**Try it**
Line for line, the listing below is to be transcribed exactly.

**Exercise materials**
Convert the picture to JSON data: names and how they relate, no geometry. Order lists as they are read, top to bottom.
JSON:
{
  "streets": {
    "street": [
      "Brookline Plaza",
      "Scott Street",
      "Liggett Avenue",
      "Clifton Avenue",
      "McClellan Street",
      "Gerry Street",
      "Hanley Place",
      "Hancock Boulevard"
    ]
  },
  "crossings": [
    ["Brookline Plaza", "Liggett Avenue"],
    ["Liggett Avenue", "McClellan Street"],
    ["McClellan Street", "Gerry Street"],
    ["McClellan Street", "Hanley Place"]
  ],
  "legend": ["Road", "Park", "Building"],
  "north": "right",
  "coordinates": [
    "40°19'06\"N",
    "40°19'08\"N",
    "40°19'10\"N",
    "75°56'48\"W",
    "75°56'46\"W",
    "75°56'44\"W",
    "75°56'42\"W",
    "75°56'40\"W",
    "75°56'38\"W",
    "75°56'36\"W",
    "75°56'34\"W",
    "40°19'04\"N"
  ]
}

**Exercise result**
Convert the picture to JSON data: names and how they relate, no geometry. Order lists as they are read, top to bottom.
JSON:
{
  "streets": {
    "street": [
      "Brookline Plaza",
      "Scott Street",
      "Liggett Avenue",
      "Clifton Avenue",
      "McClellan Street",
      "Gerry Street",
      "Hanley Place",
      "Hancock Boulevard"
    ]
  },
  "crossings": [
    ["Brookline Plaza", "Liggett Avenue"],
    ["Liggett Avenue", "McClellan Street"],
    ["McClellan Street", "Gerry Street"],
    ["McClellan Street", "Hanley Place"]
  ],
  "legend": ["Road", "Park", "Building"],
  "north": "right",
  "coordinates": [
    "40°19'06\"N",
    "40°19'08\"N",
    "40°19'10\"N",
    "75°56'48\"W",
    "75°56'46\"W",
    "75°56'44\"W",
    "75°56'42\"W",
    "75°56'40\"W",
    "75°56'38\"W",
    "75°56'36\"W",
    "75°56'34\"W",
    "40°19'04\"N"
  ]
}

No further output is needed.